_Exercise aim:_
Determine the number of lines in the following entries that hold the word "roads". Give only that number.

▶

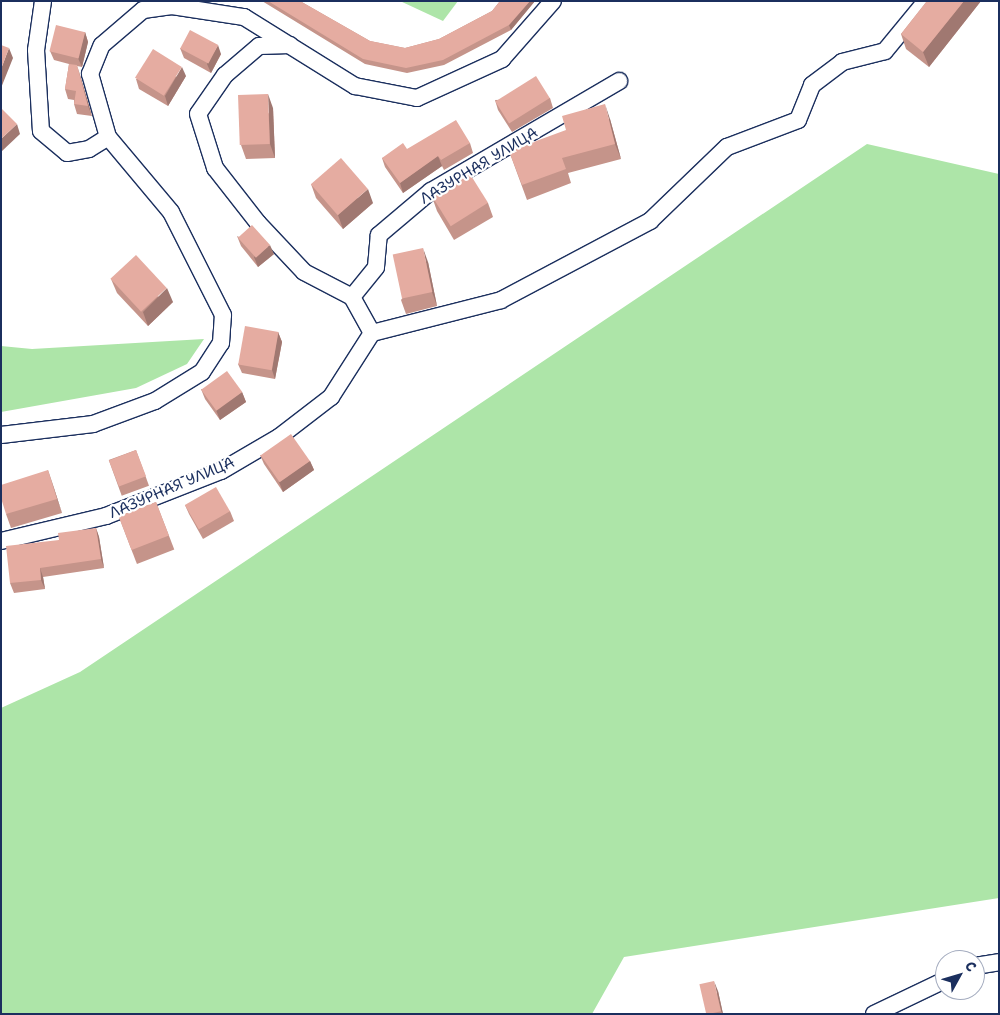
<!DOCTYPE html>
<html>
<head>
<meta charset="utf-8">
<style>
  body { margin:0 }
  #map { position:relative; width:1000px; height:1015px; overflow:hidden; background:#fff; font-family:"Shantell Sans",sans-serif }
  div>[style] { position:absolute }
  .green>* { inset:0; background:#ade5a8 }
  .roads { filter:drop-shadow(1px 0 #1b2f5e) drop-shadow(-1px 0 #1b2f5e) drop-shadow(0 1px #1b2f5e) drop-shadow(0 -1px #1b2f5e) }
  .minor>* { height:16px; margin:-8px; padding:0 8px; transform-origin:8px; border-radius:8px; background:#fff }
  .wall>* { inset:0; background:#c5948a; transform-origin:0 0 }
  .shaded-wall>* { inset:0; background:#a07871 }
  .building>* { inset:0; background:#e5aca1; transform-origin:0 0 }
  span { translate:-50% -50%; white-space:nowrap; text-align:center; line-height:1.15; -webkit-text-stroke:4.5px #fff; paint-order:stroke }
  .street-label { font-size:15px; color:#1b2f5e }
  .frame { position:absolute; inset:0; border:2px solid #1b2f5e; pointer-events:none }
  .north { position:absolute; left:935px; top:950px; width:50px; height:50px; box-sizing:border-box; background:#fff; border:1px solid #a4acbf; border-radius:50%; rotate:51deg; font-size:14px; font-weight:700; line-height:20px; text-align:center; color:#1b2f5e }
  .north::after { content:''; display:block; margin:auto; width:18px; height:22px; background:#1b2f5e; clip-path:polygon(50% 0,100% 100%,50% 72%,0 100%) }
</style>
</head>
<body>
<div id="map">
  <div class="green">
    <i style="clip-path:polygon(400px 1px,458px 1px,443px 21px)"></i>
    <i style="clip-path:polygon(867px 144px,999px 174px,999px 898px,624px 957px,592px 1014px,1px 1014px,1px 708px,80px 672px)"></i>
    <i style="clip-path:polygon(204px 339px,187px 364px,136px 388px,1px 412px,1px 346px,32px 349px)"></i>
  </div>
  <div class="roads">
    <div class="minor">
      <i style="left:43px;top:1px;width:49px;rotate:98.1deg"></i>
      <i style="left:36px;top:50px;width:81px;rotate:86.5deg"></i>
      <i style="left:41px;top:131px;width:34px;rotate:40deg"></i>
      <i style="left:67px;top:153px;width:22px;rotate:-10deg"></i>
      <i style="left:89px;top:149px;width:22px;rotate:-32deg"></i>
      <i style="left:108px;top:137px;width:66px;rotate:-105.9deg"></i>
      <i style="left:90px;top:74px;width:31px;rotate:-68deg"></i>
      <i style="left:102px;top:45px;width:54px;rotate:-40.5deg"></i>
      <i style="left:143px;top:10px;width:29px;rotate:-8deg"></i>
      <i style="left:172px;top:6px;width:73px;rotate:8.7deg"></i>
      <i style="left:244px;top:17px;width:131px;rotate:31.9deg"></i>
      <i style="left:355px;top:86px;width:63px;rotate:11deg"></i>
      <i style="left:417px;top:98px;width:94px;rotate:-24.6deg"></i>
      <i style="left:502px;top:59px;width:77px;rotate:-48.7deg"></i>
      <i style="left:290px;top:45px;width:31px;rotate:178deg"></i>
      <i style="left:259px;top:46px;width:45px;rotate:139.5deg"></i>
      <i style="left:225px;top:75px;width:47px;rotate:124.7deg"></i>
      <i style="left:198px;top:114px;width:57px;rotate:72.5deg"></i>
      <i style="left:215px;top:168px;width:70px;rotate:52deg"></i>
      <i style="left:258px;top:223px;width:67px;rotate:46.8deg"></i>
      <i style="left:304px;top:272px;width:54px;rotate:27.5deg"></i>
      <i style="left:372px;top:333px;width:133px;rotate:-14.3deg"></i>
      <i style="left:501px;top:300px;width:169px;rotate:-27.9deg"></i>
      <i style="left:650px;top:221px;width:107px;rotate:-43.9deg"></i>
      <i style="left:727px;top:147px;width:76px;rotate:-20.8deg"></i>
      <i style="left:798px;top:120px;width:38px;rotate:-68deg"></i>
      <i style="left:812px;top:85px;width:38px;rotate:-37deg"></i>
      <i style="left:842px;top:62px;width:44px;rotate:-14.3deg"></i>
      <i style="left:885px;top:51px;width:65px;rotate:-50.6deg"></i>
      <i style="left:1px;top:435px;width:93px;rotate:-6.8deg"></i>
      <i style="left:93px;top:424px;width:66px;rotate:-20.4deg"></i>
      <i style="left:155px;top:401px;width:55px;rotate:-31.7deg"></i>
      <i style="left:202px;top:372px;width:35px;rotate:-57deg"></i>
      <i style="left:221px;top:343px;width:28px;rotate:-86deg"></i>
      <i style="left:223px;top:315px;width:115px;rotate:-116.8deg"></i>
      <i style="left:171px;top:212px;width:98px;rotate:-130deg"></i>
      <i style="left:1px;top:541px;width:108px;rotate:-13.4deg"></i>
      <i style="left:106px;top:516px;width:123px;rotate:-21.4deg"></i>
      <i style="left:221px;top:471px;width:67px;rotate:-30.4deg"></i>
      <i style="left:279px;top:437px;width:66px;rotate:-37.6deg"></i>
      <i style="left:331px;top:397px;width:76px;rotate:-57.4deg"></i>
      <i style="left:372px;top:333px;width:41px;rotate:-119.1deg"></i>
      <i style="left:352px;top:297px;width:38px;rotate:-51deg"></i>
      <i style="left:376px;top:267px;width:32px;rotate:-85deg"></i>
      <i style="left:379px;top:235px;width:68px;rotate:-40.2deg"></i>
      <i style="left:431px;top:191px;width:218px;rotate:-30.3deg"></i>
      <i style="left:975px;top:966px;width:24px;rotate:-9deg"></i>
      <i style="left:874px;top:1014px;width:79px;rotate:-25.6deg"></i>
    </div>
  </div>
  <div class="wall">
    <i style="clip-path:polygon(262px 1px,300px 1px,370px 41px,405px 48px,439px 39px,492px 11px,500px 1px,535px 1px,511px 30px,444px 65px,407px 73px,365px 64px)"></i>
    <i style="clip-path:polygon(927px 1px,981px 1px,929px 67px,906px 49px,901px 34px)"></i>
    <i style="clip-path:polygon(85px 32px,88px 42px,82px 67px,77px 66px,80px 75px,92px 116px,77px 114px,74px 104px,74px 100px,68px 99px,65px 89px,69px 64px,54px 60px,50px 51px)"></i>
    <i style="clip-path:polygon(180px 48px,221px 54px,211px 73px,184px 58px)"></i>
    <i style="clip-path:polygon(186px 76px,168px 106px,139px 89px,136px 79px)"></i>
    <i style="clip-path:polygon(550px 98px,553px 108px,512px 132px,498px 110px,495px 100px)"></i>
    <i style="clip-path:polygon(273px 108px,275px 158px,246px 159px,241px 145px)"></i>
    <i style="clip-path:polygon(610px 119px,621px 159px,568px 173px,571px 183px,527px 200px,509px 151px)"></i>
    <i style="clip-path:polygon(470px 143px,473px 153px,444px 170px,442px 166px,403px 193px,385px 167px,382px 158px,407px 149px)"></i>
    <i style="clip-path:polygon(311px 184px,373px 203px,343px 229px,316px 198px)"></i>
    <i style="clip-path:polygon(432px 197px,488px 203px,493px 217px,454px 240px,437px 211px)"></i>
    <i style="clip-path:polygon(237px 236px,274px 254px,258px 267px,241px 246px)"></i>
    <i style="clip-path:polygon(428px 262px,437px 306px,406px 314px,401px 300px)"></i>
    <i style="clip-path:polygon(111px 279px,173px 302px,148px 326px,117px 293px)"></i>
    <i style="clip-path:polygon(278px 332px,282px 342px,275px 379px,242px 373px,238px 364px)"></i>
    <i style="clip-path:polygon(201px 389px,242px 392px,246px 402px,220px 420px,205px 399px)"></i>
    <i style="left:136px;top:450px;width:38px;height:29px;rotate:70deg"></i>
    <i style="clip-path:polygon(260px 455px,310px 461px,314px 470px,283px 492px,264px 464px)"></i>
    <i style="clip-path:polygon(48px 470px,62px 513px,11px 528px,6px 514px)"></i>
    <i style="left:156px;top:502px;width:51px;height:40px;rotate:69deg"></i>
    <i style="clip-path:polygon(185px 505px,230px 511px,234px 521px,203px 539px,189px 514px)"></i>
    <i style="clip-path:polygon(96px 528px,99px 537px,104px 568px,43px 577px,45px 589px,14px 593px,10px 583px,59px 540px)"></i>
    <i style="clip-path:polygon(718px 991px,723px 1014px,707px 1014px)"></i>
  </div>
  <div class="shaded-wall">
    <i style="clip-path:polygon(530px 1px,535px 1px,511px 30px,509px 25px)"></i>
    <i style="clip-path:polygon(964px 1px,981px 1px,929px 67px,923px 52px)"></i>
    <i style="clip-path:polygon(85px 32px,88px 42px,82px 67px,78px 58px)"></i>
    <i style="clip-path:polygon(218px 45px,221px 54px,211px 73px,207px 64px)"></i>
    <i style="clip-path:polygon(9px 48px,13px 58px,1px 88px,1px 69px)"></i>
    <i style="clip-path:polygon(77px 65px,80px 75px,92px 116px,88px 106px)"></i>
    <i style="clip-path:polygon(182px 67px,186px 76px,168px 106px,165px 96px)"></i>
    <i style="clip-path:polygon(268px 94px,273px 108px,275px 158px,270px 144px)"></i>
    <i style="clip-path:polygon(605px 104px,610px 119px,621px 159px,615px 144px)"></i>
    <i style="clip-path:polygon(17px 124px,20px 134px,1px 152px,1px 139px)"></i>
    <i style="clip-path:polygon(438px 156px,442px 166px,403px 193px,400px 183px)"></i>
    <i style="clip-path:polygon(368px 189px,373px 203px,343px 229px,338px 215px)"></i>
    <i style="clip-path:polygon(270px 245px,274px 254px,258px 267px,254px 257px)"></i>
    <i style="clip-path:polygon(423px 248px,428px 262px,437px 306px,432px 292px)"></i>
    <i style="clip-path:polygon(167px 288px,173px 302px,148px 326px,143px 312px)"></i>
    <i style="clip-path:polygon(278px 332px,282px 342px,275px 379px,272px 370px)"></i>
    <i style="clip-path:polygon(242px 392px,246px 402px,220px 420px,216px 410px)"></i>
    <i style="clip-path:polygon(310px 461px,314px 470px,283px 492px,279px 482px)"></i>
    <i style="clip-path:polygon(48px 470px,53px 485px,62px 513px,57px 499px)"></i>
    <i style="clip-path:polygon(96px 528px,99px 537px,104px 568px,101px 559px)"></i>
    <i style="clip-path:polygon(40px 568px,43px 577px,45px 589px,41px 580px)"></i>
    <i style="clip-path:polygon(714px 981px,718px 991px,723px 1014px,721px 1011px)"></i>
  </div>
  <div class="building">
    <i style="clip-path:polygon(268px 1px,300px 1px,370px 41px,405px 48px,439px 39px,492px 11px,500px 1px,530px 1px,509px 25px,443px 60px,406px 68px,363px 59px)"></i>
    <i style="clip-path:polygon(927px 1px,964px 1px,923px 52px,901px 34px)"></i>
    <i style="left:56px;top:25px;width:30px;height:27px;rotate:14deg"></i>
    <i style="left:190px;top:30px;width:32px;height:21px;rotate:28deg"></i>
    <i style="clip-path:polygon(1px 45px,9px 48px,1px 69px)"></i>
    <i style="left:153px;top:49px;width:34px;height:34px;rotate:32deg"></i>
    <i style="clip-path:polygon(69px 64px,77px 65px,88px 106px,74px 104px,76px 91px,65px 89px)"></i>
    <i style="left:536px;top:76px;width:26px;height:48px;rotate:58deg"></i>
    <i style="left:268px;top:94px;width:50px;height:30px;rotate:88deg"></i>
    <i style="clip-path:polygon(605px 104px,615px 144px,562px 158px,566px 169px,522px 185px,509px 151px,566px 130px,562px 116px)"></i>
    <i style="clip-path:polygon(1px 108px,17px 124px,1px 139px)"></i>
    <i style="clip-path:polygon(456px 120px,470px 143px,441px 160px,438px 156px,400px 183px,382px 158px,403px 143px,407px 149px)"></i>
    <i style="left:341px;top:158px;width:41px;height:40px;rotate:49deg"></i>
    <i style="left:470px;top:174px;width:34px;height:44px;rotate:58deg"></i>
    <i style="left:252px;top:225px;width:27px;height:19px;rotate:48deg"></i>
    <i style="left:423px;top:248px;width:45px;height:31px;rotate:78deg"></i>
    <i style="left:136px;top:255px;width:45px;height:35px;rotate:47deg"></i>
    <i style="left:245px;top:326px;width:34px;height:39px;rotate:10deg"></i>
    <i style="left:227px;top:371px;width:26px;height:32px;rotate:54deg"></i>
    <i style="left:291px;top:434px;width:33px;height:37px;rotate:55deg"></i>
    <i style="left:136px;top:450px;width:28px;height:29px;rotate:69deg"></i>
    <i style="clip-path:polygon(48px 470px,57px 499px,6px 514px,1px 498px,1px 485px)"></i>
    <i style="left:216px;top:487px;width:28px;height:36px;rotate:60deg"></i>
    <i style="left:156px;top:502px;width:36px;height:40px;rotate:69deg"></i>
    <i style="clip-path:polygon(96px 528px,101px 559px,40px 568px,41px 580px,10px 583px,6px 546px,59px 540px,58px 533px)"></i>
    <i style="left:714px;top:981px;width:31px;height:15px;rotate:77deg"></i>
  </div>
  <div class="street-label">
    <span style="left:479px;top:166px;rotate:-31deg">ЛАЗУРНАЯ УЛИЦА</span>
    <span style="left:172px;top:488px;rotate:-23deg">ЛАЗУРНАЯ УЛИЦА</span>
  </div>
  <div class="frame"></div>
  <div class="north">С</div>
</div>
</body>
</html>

◀

_Finished task:_
2